Deathstalker War (51 page)

Read Deathstalker War Online

Authors: Simon R. Green

People and events had become transparent to his supercharged insight, merely things and information to be manipulated to his best advantage. He could become Emperor, if he chose, but he wasn’t sure if he could be bothered. For all his chemical highs, he was still dedicated to the search for the ultimate drug, the ultimate thrill and wonder. He wasn’t sure what that was, or where he might find it, only that it was out there, and he hadn’t found it yet. There was something still beyond his grasp, some further step to take; he could sense it. And he wanted it. To seize it and make it his, he would sacrifice every living thing in the Empire.

In the meantime, he occupied himself with the destruction of Virimonde. As a distraction, it had its pleasing moments.

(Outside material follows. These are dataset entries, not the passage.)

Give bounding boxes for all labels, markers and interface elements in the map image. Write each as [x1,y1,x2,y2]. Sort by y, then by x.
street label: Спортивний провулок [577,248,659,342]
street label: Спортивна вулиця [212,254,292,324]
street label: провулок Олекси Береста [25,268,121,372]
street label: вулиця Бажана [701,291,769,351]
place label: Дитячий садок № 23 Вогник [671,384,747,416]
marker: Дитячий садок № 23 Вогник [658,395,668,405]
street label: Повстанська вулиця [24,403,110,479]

He watched his war machines destroy whole towns and slaughter their populations, and smiled quietly to himself, his wide crimson mouth like a wound in the skull white of his face. He took an uncomplicated delight in the endless death and destruction, savoring it as a banquet of many courses. He was becoming a monster, and he knew it. He gloried in it.

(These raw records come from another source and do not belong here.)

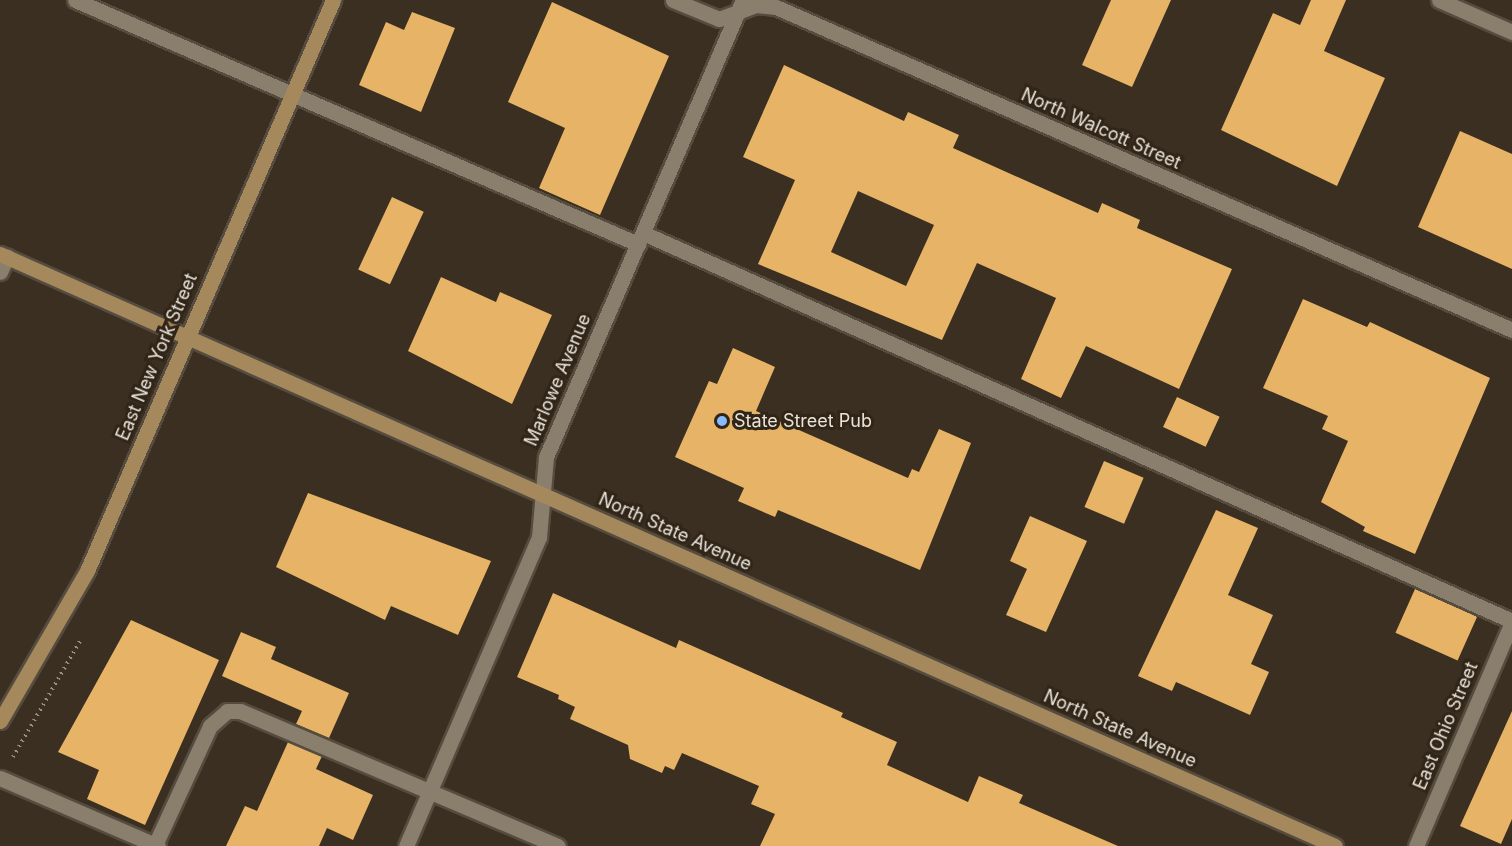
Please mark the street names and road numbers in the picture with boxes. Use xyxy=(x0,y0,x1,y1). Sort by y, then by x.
street label: North Walcott Street xyxy=(1018,84,1184,174)
street label: East New York Street xyxy=(112,270,202,444)
street label: Marlowe Avenue xyxy=(520,311,596,449)
street label: North State Avenue xyxy=(595,489,755,575)
street label: East Ohio Street xyxy=(1409,659,1483,793)
street label: North State Avenue xyxy=(1040,686,1200,772)

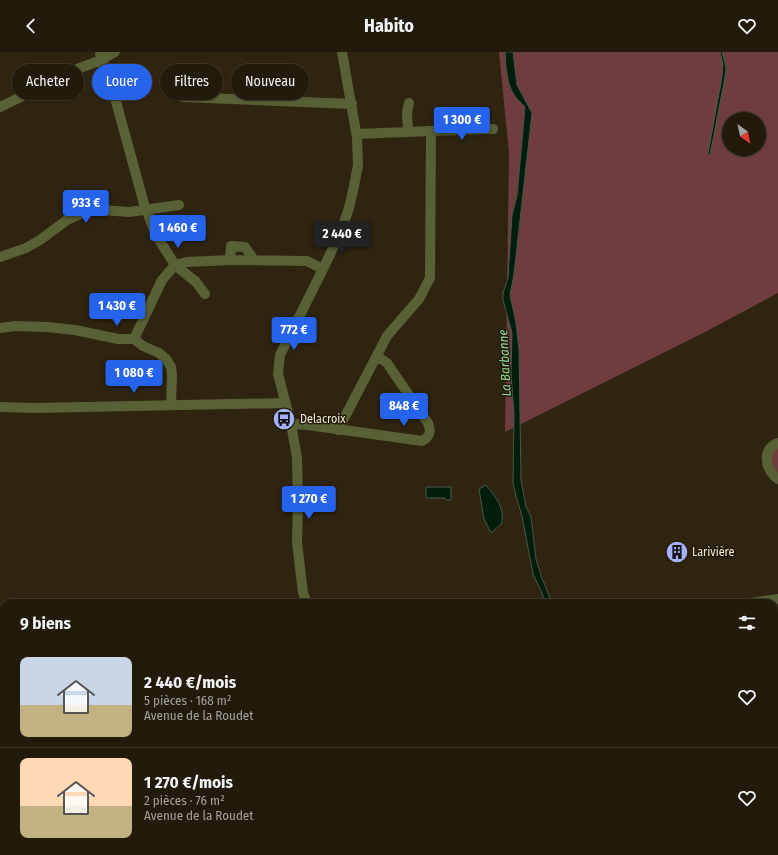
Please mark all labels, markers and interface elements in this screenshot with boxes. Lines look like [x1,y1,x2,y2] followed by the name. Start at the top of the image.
[20,15,42,37] icon: back
[364,15,414,37] text: Habito
[736,15,758,37] icon: heart
[12,64,84,100] chip: Acheter
[92,64,152,100] chip: Louer
[160,64,223,100] chip: Filtres
[231,64,309,100] chip: Nouveau
[425,107,499,141] pin: 1 300 €
[443,112,481,127] text: 1 300 €
[722,112,766,156] north arrow
[722,112,766,156] map controls
[58,190,114,224] pin: 933 €
[72,195,100,210] text: 933 €
[141,215,215,249] pin: 1 460 €
[159,220,197,235] text: 1 460 €
[305,221,379,255] pin: 2 440 €
[323,226,361,241] text: 2 440 €
[80,293,154,327] pin: 1 430 €
[98,298,136,313] text: 1 430 €
[266,317,322,351] pin: 772 €
[281,322,307,337] text: 772 €
[495,329,514,397] water label: La Barbanne
[97,360,171,394] pin: 1 080 €
[115,365,153,380] text: 1 080 €
[376,393,432,427] pin: 848 €
[389,398,419,413] text: 848 €
[271,406,297,432] bus stop icon: Delacroix
[300,412,346,426] place label: Delacroix
[272,486,346,520] pin: 1 270 €
[291,491,327,506] text: 1 270 €
[664,539,690,565] building icon: Larivière
[692,545,734,559] place label: Larivière
[736,612,758,634] icon: filters
[20,613,71,634] text: 9 biens
[144,672,236,693] text: 2 440 €/mois
[52,673,100,721] icon: home
[736,686,758,708] icon: heart
[144,693,232,708] text: 5 pièces · 168 m²
[144,708,254,723] text: Avenue de la Roudet
[144,772,233,793] text: 1 270 €/mois
[52,774,100,822] icon: home
[736,787,758,809] icon: heart
[144,793,225,808] text: 2 pièces · 76 m²
[144,808,254,823] text: Avenue de la Roudet

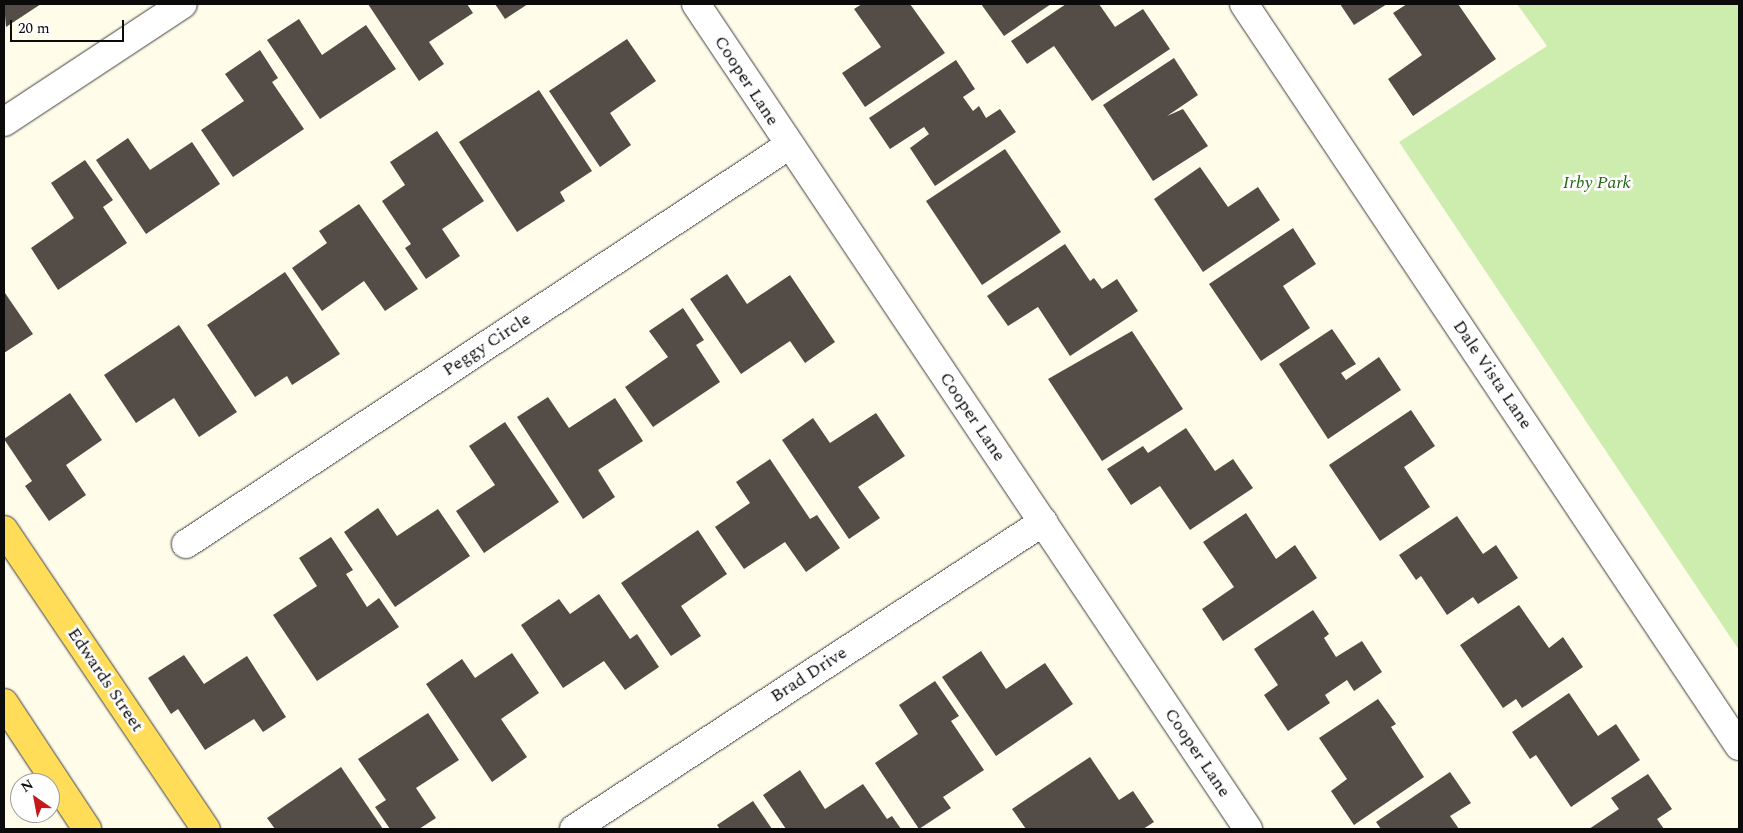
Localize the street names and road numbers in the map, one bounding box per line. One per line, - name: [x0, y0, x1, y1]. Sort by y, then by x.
- street label: Cooper Lane: [709, 32, 783, 130]
- street label: Peggy Circle: [439, 309, 535, 381]
- street label: Dale Vista Lane: [1448, 316, 1536, 434]
- street label: Cooper Lane: [934, 368, 1010, 466]
- street label: Edwards Street: [62, 624, 148, 736]
- street label: Brad Drive: [767, 642, 851, 708]
- street label: Cooper Lane: [1159, 704, 1235, 802]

The machines moved to his order, directed by his will. His continuing alliance with the rogue AIs of Shub had brought him high tech advanced far beyond anything the Empire had. Their latest gift had been a computer system that enabled him to sink his mind into the metal consciousness of the war machines, and experience everything they did. He could become the war wagons and the combat androids, live in their steel heads, direct them as he would his own body. He could see through their sensors a world of perceptions far beyond the limited range of his human senses. He could plow through walls, fly high over buildings, and walk on metal feet through crowds of attacking humans and strike them down with metal fists. No one else could have done it, but Valentine’s mind had been so altered by drugs and esp and Shub tech that it was no longer merely human. He’d been careful to hide that from Lionstone. She thought anyone would be able to control the war machines as he did once they’d mastered the new system. He let her think that, for the moment. It was useful for him to have sole control over something she wanted. In the meantime, her invasion of Virimonde gave him the chance to show off what he and his tech could do. And the slaughter and the suffering and the destruction were so delightfully diverting. Valentine had an absolute fear of boredom, and he’d exhausted so many of the usual sins and vices.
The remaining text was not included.